**REQUIRED ACTION**
Every line that holds the word "hidden" needs to be copied from the data below.

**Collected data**
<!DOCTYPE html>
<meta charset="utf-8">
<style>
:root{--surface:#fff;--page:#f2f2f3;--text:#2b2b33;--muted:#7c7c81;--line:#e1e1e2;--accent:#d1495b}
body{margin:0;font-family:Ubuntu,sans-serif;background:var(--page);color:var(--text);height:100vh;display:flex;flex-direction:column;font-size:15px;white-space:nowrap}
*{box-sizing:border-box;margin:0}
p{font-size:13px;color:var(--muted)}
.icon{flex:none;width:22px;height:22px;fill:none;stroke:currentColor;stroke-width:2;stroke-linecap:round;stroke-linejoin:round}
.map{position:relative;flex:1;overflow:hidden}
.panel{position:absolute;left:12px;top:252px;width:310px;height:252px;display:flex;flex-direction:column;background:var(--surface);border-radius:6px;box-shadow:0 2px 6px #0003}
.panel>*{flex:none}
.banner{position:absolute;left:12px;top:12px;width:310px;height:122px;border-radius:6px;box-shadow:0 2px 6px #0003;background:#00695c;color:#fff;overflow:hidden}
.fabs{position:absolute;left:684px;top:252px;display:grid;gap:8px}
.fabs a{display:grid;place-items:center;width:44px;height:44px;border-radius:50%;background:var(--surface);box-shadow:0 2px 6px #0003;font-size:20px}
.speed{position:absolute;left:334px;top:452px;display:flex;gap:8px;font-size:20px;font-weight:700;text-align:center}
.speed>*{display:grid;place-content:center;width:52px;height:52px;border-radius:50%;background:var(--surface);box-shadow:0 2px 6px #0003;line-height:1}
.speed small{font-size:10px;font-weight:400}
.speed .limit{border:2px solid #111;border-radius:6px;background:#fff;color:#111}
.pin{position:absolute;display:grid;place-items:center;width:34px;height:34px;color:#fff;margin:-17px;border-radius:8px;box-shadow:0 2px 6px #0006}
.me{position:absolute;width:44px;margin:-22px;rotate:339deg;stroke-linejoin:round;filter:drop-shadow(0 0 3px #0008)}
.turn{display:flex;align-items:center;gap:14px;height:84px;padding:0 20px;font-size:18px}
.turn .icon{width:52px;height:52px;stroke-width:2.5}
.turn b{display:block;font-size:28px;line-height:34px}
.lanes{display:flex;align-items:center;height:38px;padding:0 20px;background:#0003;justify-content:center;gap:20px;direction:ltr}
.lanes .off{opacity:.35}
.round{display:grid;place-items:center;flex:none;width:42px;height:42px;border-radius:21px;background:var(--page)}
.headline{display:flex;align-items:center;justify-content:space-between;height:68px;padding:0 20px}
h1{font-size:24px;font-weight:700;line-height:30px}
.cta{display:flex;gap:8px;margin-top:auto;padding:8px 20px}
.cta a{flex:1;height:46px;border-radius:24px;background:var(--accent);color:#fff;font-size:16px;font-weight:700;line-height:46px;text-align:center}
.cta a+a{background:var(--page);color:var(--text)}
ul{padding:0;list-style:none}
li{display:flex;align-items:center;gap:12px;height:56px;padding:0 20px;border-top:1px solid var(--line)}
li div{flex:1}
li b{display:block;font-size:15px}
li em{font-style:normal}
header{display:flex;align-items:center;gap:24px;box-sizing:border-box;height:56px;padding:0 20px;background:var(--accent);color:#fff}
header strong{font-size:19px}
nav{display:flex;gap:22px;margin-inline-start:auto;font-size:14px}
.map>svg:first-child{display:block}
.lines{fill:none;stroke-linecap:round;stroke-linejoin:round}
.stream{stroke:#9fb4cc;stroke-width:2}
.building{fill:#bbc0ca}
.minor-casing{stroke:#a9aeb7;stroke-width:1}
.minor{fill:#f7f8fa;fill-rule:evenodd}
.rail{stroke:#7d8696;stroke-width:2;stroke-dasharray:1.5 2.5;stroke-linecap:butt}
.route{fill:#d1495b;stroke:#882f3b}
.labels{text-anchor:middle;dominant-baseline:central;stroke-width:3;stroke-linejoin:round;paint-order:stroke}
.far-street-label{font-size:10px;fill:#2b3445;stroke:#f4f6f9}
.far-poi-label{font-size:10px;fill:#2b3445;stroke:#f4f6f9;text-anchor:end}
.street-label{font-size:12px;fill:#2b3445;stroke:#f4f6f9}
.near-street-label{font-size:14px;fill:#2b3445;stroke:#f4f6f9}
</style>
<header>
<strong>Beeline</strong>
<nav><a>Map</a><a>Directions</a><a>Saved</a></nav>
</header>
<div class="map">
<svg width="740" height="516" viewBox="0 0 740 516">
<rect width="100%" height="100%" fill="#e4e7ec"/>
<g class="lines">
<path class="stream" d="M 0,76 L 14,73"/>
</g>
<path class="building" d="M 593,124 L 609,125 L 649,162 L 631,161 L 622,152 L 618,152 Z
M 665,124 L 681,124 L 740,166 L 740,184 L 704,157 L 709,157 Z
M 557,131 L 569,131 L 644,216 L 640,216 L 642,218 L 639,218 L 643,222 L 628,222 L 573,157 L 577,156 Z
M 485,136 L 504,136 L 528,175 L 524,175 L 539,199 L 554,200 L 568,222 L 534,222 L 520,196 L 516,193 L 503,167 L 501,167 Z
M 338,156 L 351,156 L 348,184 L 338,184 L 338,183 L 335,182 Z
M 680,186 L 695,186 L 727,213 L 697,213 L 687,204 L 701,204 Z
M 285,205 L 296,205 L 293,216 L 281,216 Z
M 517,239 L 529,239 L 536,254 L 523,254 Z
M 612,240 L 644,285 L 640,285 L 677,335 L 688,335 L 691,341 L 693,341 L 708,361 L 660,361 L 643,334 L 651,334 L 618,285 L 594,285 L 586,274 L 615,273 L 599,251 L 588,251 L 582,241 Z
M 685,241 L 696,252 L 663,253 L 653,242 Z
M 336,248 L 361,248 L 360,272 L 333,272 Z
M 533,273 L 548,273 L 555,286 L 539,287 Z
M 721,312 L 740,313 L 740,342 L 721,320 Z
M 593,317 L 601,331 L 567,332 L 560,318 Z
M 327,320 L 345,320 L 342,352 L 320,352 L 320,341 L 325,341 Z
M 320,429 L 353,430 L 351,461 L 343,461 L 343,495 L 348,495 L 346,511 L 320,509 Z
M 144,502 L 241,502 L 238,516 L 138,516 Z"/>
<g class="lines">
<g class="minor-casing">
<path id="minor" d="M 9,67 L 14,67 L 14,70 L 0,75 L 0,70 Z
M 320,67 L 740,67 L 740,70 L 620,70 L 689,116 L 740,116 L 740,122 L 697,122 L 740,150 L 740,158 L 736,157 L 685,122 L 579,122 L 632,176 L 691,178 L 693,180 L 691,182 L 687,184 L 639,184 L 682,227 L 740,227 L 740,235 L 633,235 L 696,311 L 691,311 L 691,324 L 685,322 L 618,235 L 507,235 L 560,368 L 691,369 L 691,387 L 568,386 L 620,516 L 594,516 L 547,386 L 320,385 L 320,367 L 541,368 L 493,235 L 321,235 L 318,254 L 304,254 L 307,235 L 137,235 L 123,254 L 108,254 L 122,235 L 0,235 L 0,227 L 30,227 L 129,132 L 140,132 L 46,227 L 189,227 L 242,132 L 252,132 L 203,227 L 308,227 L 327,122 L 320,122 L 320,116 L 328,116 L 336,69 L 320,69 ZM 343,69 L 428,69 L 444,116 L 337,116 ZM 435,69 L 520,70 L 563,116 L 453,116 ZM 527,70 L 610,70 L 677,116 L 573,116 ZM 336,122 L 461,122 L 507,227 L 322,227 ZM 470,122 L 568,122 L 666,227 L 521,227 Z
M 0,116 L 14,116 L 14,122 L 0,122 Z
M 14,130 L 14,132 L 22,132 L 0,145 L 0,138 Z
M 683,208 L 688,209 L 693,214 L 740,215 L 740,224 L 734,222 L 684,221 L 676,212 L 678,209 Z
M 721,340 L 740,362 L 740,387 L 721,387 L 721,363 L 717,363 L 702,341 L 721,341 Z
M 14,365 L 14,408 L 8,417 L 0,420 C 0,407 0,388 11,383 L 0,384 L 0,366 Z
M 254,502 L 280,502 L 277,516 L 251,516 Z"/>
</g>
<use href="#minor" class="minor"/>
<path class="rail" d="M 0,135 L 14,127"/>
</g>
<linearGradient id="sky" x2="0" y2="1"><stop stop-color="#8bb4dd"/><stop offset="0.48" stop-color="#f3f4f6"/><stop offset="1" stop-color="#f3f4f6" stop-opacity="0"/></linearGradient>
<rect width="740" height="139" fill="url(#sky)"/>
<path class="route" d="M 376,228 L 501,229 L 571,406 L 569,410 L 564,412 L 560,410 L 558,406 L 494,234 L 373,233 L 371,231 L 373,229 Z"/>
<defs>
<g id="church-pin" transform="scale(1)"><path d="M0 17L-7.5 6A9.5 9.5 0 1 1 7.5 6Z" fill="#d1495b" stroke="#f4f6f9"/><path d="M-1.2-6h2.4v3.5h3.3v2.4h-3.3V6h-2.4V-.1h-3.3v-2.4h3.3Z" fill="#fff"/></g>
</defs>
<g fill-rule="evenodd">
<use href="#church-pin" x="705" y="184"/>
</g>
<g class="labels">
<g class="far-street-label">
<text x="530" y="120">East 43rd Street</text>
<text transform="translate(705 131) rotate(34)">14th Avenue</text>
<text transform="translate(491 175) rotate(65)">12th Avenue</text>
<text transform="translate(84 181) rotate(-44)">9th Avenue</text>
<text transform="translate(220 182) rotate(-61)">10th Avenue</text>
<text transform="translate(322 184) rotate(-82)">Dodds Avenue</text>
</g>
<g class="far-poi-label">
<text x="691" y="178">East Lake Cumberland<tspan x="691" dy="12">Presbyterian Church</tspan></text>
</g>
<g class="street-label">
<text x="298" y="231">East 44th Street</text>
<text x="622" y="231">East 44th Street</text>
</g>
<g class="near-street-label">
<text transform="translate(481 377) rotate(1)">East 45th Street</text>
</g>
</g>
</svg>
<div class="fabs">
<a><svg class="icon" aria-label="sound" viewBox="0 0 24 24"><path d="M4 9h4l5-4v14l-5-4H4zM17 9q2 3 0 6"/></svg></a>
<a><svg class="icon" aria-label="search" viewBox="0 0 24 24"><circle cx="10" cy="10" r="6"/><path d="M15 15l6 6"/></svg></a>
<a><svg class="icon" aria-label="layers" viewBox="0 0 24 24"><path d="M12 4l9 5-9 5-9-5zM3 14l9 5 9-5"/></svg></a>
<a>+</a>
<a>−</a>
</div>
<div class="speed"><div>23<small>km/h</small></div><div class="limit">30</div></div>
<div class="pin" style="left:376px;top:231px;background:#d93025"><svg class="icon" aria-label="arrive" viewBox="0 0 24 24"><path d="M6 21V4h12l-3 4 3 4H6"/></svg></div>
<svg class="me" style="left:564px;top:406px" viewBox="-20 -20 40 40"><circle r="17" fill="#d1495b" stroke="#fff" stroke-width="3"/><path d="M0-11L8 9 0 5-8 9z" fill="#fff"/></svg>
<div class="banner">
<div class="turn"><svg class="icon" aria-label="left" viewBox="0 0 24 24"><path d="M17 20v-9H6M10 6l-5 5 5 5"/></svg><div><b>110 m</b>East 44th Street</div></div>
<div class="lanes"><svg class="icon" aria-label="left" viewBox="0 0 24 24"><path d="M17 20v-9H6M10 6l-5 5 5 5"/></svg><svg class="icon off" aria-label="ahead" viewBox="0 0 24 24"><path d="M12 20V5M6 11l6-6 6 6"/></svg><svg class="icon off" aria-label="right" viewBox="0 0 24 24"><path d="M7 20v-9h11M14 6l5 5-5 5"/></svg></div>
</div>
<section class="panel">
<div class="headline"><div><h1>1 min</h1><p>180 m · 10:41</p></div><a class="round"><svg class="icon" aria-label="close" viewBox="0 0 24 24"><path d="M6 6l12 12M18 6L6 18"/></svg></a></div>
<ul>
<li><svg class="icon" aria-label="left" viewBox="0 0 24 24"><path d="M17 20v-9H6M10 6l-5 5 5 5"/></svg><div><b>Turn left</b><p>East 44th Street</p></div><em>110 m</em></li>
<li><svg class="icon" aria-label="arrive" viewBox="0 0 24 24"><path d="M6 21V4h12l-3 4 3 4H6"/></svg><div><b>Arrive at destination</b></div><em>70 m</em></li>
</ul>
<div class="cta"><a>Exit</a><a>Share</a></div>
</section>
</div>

**WRITTEN SOLUTION**
.map{position:relative;flex:1;overflow:hidden}
.banner{position:absolute;left:12px;top:12px;width:310px;height:122px;border-radius:6px;box-shadow:0 2px 6px #0003;background:#00695c;color:#fff;overflow:hidden}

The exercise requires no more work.